*BSD News Article 80934

Path: euryale.cc.adfa.oz.au!newshost.carno.net.au!harbinger.cc.monash.edu.au!munnari.OZ.AU!news.Hawaii.Edu!news.uoregon.edu!newsgate.cuhk.edu.hk!hpg30a.csc.cuhk.hk!news.cuhk.edu.hk!news.sprintlink.net!news-stk-11.sprintlink.net!www.nntp.primenet.com!nntp.primenet.com!howland.erols.net!news.mathworks.com!uunet!in3.uu.net!twwells!twwells!not-for-mail
From: bill@twwells.com (T. William Wells)
Newsgroups: comp.unix.bsd.freebsd.misc
Subject: Re: FreeBSD as news-server??
Date: 17 Oct 1996 00:05:49 -0400
Organization: None, Mt. Laurel, NJ
Lines: 155
Message-ID: <544bat$41o@twwells.com>
References: <537ddl$3cc@amd40.wecs.org> <53u1ic$61i@flash.noc.best.net> <53ucuj$8qh@twwells.com> <543urf$ar3@flash.noc.best.net>
NNTP-Posting-Host: twwells.com

In article <543urf$ar3@flash.noc.best.net>,
Matthew Dillon <dillon@best.com> wrote:
: :>Also, experience (and my theoretical analysis) shows that multiple
: :>parallel feeds generally work better than streaming.
:
:     Well, I've definitely never had a problem running streaming
:     mode, and I *have* tested it with and without.

As have I. My results are the exact opposite of yours. Sigh!

:     Perhaps the machine you were running it on wasn't tuned for it.
:     I find that you get much better results with larger TCP window
:     sizes... it tends to make the streaming much more efficient.

This is contrary to my expectations, if one is disk bottlenecked.
This, I suspect, is the difference between your system and mine.
The disks I use are pretty generic; I suspect that they're really
not suited to the task.

However, given the growth of feeds, what's true for my system
today is almost certainly going to become true for everyone else
in the not too distant future. Exponential growth does that. :-)

Anyway, the reason this is important is that if the overhead of
writing articles gets too large, it exceeds the ability of the
protocol to overlap it with network latency. Once that starts
happening, the protocol slows down dramatically and things like
increasing the TCP window size will only make things worse.

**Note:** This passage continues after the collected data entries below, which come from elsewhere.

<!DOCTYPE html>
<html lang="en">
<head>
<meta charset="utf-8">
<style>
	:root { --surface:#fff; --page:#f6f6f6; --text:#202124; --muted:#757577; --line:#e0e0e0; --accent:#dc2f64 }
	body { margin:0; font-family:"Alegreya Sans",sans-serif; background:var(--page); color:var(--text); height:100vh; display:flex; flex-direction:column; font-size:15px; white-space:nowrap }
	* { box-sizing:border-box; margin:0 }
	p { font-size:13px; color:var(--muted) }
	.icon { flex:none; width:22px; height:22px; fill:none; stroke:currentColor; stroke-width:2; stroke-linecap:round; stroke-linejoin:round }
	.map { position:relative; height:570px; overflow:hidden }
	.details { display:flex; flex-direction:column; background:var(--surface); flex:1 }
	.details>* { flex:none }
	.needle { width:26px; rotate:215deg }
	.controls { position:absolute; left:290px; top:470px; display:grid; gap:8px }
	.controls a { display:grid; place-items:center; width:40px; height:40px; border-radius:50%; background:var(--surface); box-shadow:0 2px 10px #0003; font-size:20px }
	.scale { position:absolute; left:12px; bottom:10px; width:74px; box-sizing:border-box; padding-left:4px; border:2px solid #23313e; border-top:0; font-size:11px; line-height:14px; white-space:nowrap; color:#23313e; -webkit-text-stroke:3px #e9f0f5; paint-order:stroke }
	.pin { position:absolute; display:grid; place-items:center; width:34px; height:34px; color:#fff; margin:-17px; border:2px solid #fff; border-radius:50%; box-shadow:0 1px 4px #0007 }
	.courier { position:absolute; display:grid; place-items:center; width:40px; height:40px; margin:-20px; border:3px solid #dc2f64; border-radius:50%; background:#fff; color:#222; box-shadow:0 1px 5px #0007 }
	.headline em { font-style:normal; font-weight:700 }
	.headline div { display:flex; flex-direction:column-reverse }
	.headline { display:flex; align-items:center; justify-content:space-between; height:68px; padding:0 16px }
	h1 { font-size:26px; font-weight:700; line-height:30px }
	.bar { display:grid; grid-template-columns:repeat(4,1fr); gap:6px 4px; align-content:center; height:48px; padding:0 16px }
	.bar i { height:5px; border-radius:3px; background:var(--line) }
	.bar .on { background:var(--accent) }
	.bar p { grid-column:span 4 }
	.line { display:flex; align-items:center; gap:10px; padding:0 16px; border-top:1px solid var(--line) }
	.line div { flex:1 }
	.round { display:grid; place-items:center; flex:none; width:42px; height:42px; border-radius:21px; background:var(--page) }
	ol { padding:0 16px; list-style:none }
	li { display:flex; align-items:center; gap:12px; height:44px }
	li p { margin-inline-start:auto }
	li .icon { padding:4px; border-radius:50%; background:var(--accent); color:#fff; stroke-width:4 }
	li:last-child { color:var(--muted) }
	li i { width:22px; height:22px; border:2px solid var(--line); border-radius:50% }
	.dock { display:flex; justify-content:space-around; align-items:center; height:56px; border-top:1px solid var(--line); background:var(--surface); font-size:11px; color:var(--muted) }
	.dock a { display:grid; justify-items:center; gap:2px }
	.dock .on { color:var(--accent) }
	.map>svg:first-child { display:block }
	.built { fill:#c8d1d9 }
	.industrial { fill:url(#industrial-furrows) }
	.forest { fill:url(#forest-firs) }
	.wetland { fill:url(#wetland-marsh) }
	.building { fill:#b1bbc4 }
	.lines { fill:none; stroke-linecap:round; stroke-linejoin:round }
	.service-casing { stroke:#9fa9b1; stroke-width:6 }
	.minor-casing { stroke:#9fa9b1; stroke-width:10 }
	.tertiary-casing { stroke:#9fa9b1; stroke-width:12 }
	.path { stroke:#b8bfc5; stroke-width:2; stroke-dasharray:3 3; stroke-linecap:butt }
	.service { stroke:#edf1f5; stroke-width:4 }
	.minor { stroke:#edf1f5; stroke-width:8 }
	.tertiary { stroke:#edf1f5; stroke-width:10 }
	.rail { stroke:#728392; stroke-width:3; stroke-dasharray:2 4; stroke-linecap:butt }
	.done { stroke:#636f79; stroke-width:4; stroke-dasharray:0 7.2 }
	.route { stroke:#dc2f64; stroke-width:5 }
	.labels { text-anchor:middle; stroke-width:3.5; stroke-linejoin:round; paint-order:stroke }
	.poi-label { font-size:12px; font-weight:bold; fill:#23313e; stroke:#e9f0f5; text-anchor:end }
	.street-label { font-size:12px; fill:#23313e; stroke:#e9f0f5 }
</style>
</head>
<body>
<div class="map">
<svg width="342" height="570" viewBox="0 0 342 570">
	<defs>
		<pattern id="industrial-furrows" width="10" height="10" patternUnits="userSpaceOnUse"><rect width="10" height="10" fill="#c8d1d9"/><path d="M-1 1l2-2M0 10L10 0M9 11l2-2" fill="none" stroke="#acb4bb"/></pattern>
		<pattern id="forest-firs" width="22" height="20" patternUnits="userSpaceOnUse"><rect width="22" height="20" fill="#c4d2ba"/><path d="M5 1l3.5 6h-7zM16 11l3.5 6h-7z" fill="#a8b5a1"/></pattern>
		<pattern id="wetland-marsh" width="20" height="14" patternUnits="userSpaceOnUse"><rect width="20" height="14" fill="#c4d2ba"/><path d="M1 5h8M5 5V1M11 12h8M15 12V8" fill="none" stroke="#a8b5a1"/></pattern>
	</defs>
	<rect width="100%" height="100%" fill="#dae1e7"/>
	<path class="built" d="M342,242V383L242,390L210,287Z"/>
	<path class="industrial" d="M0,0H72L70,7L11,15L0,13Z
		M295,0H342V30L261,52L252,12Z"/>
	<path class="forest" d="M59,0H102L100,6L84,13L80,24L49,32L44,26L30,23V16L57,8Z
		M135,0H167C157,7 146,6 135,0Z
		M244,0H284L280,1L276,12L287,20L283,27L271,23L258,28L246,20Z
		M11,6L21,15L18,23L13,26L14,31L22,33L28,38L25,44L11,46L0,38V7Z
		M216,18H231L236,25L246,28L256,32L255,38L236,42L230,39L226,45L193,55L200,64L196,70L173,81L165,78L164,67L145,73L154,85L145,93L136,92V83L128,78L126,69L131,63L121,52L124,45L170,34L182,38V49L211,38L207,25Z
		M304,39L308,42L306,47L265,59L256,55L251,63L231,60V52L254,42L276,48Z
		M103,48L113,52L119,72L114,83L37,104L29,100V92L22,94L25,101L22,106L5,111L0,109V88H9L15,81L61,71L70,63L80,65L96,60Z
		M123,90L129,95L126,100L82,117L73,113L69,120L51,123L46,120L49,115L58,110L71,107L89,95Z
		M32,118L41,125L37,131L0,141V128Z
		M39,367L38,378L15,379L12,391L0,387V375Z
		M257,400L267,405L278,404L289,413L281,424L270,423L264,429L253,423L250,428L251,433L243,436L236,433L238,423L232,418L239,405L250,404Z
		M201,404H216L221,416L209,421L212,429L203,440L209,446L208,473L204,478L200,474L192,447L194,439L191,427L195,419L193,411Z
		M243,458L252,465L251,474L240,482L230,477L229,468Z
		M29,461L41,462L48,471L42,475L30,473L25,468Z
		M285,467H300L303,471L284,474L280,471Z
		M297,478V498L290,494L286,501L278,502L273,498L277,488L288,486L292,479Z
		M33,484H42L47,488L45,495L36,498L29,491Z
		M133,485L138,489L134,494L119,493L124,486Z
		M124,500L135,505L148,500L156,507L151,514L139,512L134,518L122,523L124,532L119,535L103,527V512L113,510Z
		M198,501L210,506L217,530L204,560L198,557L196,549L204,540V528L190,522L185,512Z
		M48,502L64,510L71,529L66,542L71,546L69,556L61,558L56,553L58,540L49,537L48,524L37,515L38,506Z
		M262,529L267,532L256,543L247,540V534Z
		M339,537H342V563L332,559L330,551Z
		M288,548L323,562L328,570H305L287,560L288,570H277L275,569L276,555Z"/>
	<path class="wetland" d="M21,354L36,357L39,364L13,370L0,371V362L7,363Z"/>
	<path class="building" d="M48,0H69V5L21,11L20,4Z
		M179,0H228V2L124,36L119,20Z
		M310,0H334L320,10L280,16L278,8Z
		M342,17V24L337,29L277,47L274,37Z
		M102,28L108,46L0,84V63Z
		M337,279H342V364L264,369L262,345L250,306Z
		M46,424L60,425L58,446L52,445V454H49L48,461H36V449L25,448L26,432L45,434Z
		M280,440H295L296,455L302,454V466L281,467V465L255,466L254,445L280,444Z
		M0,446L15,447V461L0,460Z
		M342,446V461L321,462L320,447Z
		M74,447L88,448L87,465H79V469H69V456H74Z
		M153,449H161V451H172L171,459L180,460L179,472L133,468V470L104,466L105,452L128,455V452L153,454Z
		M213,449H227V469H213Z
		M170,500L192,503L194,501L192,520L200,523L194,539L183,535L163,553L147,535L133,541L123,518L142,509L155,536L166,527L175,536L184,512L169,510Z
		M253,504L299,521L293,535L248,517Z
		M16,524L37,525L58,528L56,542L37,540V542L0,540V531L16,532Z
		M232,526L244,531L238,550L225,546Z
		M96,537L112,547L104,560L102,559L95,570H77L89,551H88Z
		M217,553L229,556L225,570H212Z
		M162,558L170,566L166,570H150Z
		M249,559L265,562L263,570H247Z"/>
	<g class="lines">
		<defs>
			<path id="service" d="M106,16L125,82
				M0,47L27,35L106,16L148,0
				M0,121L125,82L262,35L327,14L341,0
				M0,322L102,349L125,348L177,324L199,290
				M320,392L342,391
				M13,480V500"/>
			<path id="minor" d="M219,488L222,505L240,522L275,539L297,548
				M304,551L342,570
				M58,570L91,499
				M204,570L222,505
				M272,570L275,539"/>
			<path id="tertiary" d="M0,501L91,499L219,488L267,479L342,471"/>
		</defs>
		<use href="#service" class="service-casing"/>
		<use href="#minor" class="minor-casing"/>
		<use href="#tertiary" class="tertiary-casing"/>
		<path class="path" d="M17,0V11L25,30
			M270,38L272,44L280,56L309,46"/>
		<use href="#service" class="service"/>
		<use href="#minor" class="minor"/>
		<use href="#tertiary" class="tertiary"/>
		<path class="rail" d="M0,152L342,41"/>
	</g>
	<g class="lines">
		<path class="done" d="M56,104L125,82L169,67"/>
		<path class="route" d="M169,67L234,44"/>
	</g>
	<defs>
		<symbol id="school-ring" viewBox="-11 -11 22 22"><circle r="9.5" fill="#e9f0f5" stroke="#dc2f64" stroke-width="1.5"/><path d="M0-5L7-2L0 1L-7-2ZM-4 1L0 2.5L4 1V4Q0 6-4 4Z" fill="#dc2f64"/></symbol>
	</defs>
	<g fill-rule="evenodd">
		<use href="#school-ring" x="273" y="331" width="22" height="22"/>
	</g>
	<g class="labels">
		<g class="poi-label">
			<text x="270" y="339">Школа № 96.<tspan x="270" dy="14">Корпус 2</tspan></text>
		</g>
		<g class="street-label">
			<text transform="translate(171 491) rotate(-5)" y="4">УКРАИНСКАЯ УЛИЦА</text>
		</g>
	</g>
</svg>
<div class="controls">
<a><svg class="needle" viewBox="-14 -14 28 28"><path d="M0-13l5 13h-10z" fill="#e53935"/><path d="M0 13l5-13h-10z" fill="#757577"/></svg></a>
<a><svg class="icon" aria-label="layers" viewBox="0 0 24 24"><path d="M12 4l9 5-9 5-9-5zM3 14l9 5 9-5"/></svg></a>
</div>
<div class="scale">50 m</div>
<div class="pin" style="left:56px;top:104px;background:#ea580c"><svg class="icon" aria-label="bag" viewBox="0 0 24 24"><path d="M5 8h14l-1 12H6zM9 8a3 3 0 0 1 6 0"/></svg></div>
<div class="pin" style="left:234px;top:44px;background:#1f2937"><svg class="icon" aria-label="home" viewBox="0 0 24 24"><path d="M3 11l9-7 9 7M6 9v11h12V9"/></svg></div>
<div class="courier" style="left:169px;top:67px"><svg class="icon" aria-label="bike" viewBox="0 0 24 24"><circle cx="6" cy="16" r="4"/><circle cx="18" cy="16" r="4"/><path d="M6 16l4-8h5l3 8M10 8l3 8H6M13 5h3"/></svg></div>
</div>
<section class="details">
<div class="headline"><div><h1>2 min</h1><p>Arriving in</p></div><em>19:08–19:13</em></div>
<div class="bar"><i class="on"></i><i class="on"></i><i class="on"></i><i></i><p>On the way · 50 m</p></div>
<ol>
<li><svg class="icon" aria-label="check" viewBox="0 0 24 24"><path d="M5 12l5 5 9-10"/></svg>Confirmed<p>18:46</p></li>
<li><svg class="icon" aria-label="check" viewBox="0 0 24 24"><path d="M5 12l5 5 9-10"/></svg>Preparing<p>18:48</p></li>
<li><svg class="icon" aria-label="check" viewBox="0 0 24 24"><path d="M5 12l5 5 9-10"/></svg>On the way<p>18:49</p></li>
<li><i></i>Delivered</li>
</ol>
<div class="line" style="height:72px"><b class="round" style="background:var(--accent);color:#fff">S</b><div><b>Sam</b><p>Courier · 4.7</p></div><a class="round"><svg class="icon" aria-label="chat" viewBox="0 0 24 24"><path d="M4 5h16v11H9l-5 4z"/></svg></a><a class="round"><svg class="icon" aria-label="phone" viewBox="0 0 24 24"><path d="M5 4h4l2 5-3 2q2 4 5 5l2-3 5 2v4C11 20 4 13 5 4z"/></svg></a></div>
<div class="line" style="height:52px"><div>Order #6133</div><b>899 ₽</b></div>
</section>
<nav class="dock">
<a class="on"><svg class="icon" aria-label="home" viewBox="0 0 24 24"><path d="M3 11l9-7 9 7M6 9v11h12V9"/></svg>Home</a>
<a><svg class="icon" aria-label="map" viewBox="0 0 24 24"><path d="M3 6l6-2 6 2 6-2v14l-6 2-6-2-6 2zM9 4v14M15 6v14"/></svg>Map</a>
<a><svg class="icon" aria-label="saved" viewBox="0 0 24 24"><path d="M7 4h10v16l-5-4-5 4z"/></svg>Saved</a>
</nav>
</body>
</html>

One other thing: you simply cannot run streaming and nonstreaming
feeds into the same server. Or, you can, but the nonstreaming
feeds will get so far behind as to be pointless. Even with fast
disks, this will be true....

: :>What this means is that optimizations regarding the history file
: :>are generally pointless. Keeping the history file in memory cuts
: :>out at most 8K per article of disk activity -- while INN spends
: :>time waiting on that 64K (it's mostly directory stuff, so INN
: :>doesn't get buffer cache benefits for it). Since these two
: :>operations can be done somewhat asynchronously, you don't get
: :>much "win" by minimizing history accesses.
:
:     Perhaps it is pointless with a single feed, but it certainly
:     is NOT pointless if you have multiple redundant feeds.

I have four feeds. My disk statistics really don't reflect your
opinion. Or, put it this way: if you have ten incoming feeds and
they all require a disk hit, that's twenty five disk hits per
second. This doesn't strain the disks at all....

:     History file caching is EXTREMELY important, because it means
:     that 6 out of 7 responses to IHAVE requests will be cached
:     (because the response is 'I've already got the article'), and
:     thus involve *NO* disk activity whatsoever.

Alas, this is only true if your feeds are all so close to "real
time" that things remain in the cache. Otherwise, caching doesn't
do anything for you. (In my system, I solve this problem with a
message id daemon, which eliminates most redundant history
lookups.)

:     There are a thousand things that cause create references
:     to unlinked history files... literally!

I don't have them. Ever. Maybe it's just luck. :-)

:     Without enough room
:     to manuever, any one of these items can completely destroy
:     your history file if you do not have enough free space on
:     the partition.

I haven't had that experience. The few times that I've had that
partition overflow during the daily history rebuild, expire
caught the overflow and just didn't bother renaming the files.
Thus the history wasn't rebuilt that day but it got rebuilt the
next. Which was good enough.

: :>But be sure to put the overview files in a separate directory tree
: :>-- otherwise overchan spends a lot of time directory searching.
:
:     The overview file is normally near the beginning of the directory.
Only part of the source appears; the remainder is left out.